Memorable characters you can relate to? Check!
Thrilling adventures? Check!
A world brimming with stories and legends? Check!
SeithCG's Ghost of a Tale has it all, and it's no wonder the game has gained critical acclaim for its writing from gamers and game critics alike.
But how do you create a fantasy world so rich and immersive with a team that can be counted on the fingers of one hand? And how do you make sure your story reaches its audience across multiple international borders?

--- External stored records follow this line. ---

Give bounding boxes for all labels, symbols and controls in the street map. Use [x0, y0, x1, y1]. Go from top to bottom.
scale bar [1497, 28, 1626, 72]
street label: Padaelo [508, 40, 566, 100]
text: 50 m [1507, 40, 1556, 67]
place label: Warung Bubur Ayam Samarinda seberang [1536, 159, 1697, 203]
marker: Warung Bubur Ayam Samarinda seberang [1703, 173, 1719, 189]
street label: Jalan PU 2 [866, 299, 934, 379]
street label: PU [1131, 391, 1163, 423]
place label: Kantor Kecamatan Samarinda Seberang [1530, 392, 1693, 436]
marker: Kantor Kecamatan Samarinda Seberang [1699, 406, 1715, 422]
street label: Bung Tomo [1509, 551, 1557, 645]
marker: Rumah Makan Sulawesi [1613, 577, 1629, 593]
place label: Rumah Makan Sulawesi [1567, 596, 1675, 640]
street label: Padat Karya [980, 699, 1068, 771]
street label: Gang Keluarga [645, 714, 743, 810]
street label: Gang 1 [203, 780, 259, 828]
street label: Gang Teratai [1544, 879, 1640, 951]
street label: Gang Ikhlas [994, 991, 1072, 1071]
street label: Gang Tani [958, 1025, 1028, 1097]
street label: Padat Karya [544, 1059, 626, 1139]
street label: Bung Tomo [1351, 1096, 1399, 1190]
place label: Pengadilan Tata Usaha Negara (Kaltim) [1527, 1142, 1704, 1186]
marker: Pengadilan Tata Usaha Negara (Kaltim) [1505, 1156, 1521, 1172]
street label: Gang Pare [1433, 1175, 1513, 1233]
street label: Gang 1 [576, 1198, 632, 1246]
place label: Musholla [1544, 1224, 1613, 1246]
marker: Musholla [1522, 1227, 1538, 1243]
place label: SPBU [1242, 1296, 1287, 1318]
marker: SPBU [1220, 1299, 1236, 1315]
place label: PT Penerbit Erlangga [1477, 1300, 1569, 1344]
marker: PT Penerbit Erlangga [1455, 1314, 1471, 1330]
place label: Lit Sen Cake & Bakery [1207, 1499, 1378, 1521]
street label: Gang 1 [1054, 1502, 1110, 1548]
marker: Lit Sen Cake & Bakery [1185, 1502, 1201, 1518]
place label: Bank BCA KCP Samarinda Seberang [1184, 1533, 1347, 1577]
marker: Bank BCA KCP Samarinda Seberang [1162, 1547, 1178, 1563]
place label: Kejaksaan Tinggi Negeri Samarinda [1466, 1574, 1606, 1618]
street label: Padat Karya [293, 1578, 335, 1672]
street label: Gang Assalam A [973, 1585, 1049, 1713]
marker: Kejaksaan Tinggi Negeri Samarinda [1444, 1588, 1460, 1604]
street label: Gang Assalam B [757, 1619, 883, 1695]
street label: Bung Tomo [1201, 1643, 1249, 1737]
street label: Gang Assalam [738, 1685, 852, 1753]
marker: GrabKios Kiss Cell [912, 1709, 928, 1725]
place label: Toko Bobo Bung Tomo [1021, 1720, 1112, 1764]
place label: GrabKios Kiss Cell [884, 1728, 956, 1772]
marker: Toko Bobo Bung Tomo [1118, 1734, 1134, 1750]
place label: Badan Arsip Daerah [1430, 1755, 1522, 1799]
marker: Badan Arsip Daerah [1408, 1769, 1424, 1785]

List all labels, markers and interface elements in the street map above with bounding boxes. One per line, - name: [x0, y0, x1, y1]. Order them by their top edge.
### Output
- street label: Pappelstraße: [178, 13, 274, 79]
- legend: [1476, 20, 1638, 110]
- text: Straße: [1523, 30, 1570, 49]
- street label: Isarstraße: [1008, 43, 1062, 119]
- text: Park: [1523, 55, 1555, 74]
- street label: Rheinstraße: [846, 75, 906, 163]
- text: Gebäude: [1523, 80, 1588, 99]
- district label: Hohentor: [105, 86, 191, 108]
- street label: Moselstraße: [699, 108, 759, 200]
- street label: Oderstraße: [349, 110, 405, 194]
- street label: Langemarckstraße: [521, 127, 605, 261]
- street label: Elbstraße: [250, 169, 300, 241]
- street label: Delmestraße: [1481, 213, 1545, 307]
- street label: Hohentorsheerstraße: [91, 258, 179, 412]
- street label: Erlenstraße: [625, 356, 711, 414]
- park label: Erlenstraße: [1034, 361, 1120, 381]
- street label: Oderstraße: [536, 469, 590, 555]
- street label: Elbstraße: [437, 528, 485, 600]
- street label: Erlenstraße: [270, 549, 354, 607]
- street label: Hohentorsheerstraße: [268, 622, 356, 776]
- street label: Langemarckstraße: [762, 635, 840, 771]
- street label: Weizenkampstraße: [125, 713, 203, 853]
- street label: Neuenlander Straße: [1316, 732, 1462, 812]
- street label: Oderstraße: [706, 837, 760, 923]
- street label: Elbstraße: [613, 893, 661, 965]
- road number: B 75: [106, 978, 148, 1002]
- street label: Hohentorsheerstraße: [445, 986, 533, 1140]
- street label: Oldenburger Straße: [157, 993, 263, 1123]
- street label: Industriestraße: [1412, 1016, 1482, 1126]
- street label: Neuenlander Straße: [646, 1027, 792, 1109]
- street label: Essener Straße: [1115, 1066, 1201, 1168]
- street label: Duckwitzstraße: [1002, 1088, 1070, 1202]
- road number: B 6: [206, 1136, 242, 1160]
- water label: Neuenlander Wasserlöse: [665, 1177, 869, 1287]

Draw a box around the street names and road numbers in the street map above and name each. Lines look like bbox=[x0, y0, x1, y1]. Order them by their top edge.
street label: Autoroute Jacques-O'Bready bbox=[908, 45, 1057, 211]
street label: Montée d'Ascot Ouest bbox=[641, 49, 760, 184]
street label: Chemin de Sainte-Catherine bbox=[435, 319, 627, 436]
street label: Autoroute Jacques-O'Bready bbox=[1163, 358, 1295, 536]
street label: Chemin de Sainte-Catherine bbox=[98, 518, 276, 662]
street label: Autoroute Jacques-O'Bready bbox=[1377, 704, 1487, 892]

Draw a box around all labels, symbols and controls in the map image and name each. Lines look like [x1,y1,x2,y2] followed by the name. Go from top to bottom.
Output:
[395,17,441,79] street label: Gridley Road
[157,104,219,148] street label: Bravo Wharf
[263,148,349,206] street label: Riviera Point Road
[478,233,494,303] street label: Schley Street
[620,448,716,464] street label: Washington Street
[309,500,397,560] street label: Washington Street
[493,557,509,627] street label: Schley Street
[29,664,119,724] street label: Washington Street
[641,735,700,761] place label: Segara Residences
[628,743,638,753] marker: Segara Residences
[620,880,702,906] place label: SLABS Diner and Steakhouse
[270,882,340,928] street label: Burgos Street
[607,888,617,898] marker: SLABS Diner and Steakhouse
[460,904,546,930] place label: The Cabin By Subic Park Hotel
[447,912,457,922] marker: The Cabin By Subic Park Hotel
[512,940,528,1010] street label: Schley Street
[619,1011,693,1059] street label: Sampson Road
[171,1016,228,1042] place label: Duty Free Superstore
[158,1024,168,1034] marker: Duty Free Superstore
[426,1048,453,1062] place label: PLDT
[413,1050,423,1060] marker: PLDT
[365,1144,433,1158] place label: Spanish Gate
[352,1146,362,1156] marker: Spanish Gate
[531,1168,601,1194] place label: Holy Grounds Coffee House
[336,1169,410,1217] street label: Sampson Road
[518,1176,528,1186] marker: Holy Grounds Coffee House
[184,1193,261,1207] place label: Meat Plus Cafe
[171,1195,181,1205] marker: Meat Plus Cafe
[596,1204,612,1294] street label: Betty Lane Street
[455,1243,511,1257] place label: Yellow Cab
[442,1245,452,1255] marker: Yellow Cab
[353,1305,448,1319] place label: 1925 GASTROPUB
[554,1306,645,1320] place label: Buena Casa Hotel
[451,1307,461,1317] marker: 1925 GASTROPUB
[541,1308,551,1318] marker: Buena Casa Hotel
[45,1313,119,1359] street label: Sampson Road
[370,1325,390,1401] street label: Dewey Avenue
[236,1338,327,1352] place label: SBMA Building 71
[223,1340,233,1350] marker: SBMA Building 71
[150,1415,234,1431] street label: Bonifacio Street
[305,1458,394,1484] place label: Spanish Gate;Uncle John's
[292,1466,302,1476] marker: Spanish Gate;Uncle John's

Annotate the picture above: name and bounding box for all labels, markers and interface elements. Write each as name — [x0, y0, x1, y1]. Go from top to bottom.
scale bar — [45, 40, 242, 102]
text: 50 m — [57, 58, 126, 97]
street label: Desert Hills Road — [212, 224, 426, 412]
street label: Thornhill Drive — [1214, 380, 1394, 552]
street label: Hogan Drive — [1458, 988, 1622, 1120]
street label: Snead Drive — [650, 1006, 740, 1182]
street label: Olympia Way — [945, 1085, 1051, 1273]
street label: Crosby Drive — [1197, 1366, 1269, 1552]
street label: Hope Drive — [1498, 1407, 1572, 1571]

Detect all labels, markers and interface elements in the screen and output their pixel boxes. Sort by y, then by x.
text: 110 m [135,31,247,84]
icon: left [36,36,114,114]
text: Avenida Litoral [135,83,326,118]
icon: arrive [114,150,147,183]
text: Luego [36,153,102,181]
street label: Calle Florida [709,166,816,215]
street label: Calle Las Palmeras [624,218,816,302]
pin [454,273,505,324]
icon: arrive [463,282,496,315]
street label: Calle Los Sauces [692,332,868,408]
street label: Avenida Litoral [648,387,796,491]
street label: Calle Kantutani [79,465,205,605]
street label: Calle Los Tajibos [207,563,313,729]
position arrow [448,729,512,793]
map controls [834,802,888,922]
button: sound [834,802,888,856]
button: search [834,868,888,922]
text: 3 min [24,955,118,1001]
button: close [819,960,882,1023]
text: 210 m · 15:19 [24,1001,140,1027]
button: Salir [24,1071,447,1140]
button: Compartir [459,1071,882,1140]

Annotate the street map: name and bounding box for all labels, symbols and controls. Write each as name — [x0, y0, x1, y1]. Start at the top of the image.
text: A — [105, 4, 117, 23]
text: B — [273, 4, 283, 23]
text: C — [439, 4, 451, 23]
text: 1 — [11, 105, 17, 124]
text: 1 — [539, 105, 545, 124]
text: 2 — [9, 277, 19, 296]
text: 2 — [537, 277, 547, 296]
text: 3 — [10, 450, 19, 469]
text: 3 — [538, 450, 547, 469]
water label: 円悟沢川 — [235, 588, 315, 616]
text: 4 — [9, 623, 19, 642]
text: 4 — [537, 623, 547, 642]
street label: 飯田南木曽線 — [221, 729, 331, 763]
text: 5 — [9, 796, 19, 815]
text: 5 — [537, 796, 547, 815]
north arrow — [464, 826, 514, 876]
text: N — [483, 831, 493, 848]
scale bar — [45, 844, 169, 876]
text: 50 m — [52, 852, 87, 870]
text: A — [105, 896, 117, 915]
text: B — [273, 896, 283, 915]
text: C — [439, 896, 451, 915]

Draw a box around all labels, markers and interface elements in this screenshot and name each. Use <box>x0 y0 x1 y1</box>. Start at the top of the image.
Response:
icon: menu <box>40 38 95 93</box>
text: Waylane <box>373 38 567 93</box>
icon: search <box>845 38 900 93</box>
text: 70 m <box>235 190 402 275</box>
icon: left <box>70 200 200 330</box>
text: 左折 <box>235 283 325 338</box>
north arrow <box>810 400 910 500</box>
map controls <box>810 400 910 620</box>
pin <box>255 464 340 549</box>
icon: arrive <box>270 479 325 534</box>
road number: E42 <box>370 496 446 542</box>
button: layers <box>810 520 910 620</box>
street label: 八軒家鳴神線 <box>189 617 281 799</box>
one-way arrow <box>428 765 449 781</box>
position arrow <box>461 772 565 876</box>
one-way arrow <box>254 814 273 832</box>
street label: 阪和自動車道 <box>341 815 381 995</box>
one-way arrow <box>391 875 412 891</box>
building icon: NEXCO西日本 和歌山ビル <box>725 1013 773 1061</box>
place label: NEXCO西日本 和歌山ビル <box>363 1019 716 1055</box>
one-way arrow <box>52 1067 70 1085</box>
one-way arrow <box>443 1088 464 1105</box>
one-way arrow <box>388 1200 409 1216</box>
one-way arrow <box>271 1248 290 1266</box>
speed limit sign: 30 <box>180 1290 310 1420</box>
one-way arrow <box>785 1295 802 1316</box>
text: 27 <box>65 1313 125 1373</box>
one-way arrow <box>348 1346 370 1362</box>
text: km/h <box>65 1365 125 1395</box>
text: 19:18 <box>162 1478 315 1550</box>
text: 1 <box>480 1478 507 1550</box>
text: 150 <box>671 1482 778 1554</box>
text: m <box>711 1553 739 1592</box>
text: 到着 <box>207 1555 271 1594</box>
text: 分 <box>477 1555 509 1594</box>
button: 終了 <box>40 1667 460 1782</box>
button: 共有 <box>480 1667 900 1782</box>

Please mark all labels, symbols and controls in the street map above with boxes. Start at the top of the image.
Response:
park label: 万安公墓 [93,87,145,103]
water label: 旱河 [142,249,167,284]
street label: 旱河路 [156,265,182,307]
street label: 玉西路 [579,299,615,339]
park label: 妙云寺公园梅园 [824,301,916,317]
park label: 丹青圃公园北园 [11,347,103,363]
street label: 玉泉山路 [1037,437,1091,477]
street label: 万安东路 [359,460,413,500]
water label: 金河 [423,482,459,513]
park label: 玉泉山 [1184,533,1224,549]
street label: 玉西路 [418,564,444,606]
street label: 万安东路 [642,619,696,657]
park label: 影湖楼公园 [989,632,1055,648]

After all, great tales are famous because most people have heard of them...
In this two-part interview with Lionel Gallat and Paul Gardner, we dive into the writing and localization process of Ghost of a Tale, a stealth-RPG in which players follow Tilo, a mouse minstrel on a quest to find his beloved.
From early drafts to last-minute font issues, the two creative minds behind the game’s impressive lore look back on a 5-year journey and share their experience writing and localizing Ghost of a Tale.
Lionel Gallat, also known online as Seith, currently lives in the south of France.
His professional background is in animation. Lionel worked many years for DreamWorks on their first 2D (The Prince of Egypt, The Road to Eldorado, Spirit, etc…) and then 3D movies (Sharktale, Flushed Away).
He was also the animation director for movies like Despicable Me and The Lorax (for Universal this time).
And then one day he thought, “Hey, why don’t I make a game?”
With Lionel, Paul was responsible for the writing and game design of Ghost of a Tale.
Paul has been writing and designing for games for almost 20 years now, and he has worked on games like Crash Twinsanity for Traveller's Tales, Afro Samurai and Splatterhouse for Namco, and Marvel vs. Capcom: Infinite for Capcom. He's currently based in the Bay Area in California.
"In the beginning was the Green Flame..."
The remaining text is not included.